As custodians of William Morris’ original company, Morris & Co. uphold the aesthetic and ethos of their founder in everything that they do. For today’s collections they take inspiration from the archive and also from all aspects of Morris’ work to create new designs that sit alongside the classics, making them relevant for today whilst maintaining all of the artistry, charm and integrity of William Morris originals. We spoke to Morris & Co about how they use sketching in their work today.
Please tell us about your company:
In 2011, the company celebrated its 150th Anniversary with the introduction of the Archive collections, which is now in its fourth series. In 2016 Pure Morris was born taking the iconic Morris patterns to a new generation of fans. As part of the Style Library Contract portfolio of brands, we are able to bring iconic designs to interior designers, architects and specifiers for the creation of interior spaces with character.
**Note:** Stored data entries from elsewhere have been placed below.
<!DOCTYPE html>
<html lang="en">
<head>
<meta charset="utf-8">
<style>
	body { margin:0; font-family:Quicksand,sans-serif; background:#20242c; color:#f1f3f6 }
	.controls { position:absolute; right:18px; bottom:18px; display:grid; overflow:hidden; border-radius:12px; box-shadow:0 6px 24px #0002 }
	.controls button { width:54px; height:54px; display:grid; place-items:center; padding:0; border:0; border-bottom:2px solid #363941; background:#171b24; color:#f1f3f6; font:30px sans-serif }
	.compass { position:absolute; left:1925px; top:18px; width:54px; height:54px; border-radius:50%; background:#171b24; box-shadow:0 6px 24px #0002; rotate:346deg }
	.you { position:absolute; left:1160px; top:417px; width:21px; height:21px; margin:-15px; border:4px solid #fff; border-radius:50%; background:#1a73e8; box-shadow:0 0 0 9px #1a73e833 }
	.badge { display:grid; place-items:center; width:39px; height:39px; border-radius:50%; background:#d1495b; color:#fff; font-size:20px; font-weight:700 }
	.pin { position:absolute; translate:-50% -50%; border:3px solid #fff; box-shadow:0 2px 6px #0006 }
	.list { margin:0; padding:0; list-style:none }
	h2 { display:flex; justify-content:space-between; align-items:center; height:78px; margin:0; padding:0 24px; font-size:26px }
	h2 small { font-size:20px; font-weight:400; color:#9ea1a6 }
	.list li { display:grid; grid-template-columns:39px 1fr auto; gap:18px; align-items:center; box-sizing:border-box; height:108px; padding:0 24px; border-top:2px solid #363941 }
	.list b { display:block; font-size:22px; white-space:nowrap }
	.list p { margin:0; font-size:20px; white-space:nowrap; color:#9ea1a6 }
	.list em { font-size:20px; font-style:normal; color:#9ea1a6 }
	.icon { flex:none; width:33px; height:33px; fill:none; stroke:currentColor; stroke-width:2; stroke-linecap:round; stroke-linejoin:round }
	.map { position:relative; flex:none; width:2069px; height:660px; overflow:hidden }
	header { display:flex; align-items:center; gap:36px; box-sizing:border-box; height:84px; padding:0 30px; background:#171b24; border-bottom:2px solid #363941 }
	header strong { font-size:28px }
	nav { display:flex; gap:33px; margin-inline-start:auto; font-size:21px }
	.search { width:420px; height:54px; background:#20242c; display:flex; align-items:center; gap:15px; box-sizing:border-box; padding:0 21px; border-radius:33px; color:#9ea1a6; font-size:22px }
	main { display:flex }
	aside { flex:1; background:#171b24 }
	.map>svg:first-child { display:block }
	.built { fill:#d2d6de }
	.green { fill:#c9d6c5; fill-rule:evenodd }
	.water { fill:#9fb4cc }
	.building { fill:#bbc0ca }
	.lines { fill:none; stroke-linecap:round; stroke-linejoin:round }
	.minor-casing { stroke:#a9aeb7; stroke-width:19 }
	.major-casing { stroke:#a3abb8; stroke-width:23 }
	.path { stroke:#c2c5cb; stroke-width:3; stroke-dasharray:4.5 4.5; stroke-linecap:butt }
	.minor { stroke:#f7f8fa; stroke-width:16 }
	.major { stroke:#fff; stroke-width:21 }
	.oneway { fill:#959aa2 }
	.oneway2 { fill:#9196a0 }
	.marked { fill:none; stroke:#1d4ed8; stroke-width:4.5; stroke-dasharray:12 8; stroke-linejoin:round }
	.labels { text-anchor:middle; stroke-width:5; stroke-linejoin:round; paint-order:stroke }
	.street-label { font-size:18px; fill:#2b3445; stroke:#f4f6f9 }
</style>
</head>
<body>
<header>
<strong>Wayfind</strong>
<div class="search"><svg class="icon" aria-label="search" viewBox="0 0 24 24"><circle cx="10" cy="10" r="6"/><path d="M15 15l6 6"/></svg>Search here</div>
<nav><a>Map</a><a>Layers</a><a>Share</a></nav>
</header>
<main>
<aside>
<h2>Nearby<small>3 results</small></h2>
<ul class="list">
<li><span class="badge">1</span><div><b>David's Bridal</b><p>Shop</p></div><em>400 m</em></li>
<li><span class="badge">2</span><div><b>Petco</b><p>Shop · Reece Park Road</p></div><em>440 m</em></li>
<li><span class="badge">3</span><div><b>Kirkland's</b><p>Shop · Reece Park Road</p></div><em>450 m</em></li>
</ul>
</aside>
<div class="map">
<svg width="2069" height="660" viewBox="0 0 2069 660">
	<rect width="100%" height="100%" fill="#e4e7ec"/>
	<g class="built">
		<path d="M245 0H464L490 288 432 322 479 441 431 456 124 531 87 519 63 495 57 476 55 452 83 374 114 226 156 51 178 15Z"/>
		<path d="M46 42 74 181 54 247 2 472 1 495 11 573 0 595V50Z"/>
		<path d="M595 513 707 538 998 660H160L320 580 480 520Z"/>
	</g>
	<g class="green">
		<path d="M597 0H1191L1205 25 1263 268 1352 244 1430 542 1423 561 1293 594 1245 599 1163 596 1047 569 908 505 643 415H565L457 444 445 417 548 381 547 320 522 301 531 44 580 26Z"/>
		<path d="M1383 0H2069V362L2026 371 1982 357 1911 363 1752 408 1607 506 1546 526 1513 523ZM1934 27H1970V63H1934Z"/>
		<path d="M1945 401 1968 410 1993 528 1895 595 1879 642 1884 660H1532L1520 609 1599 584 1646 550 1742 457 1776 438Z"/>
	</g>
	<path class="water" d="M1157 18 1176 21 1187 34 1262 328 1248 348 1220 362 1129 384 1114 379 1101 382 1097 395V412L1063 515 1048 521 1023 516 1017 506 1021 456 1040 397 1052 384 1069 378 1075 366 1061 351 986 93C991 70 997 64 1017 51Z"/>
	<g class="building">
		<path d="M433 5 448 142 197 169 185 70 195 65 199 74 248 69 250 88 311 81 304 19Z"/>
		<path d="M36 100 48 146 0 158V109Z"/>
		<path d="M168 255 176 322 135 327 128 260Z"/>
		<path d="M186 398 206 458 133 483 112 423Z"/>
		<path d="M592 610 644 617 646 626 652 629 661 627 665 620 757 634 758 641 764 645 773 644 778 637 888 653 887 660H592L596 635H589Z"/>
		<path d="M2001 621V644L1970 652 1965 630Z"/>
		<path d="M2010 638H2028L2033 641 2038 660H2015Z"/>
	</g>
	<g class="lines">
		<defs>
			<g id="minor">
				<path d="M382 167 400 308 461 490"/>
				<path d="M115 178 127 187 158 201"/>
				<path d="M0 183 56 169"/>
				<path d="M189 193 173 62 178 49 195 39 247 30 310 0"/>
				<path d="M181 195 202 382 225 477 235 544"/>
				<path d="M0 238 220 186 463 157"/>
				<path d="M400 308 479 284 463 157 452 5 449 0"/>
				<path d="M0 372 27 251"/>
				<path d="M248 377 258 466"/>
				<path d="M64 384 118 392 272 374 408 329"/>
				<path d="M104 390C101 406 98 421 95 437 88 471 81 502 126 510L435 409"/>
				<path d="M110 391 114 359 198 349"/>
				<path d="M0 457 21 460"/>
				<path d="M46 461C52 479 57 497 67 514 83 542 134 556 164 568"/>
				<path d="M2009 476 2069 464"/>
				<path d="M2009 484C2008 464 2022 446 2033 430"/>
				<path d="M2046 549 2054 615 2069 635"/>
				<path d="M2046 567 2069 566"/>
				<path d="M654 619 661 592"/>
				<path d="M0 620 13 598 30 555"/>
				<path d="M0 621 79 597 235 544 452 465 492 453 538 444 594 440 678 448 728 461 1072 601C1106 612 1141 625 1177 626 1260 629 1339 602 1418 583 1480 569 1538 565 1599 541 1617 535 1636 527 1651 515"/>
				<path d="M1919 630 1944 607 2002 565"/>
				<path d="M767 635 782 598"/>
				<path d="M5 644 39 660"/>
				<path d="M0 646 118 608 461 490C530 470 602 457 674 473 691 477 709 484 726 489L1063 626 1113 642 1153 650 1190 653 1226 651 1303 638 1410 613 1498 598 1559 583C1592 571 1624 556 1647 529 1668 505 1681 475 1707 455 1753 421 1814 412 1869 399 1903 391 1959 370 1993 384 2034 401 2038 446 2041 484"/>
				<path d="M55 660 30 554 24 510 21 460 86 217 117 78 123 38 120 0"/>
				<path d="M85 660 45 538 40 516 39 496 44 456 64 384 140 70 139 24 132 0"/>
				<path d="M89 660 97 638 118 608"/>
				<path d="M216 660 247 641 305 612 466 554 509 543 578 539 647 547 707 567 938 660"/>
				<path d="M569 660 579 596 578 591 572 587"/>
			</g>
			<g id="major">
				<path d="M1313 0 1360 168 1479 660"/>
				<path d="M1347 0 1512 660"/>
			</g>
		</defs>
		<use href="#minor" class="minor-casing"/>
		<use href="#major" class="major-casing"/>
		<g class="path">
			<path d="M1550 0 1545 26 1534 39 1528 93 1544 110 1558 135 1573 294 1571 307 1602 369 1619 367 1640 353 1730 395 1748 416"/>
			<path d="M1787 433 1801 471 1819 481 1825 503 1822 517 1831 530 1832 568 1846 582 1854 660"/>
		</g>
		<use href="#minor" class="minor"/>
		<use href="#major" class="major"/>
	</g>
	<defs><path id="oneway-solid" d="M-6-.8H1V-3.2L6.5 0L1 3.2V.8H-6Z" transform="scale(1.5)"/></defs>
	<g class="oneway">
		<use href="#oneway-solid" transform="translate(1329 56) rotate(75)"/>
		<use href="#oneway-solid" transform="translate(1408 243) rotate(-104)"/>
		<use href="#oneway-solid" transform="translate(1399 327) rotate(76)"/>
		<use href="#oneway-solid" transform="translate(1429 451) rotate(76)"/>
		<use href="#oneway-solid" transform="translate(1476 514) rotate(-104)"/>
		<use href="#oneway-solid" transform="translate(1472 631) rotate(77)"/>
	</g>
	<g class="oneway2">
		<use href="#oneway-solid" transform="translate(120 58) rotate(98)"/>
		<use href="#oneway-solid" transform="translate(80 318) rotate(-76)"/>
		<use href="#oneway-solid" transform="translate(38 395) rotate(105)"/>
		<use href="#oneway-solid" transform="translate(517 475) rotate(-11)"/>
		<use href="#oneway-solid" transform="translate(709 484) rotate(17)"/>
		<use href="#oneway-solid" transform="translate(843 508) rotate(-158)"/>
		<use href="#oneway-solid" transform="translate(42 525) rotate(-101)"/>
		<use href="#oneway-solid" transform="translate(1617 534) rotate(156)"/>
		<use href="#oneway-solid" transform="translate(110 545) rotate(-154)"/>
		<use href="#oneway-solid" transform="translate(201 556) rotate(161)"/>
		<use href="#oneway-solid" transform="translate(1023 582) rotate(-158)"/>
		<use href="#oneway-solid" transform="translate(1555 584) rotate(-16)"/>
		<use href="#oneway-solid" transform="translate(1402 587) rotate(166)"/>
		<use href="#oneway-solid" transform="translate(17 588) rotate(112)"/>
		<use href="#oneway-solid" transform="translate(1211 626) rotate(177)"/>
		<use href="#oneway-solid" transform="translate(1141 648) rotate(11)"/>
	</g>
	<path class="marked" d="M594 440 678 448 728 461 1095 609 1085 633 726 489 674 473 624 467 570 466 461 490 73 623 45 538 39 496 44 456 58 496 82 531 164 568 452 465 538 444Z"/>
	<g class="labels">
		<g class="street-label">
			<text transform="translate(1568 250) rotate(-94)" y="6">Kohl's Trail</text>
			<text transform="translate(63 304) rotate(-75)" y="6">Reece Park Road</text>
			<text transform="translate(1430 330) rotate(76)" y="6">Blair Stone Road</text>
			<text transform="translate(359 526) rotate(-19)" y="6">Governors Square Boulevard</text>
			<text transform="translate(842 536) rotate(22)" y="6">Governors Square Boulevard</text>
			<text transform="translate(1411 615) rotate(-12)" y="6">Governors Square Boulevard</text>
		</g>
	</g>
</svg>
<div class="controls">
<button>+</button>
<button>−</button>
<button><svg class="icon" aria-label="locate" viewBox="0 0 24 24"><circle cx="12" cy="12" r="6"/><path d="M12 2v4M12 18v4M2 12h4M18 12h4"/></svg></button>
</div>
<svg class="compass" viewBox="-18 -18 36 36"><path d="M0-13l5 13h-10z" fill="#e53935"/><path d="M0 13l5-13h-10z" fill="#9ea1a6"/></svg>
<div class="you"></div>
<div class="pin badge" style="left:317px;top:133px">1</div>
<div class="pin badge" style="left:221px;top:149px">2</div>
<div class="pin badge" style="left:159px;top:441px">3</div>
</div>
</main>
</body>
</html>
Which product are your sketching?
Brook – Archive III from 2015
For Morris, tapestry was the highest form of decorative fabric. Inspired in part by the Brook Tapestry by J. H. Dearle and the friezes that sit beneath the Holy Grail Tapestries, THE BROOK was newly created in 2015 and painted out by hand taking over 2 months. Digital printing recreates all the crispness and abundance of beautiful detail, which was the special characteristic of medieval tapestries.
Pure Bachelor’s Button – Pure Morris North 2018
Bachelor’s button is the colloquial name for the Centaurea Cyanus, commonly known as cornflower. Symbolic of requited love, cornflowers were worn by young men in the button holes of their jackets; a withering bloom was seen as a bad omen of fast fading affection from a sweetheart.Taking inspiration from medieval wall murals, the Morris & Co. studio has enlarged Bachelor’s Button (dated 1892) in scale and painted it in the style of medieval frescos with dramatic effect.
Is sketching an important part of your design process? Why?
Staying true to the Morris brand ethos, drawing and painting the artwork by hand is a key part of the process, seamlessly blending reproductions of archive documents and new adaptations of William Morris designs. Following in the footsteps of William Morris, the Morris & Co. studio preserves craftsmanship and attention to detail by hand-crafting artwork.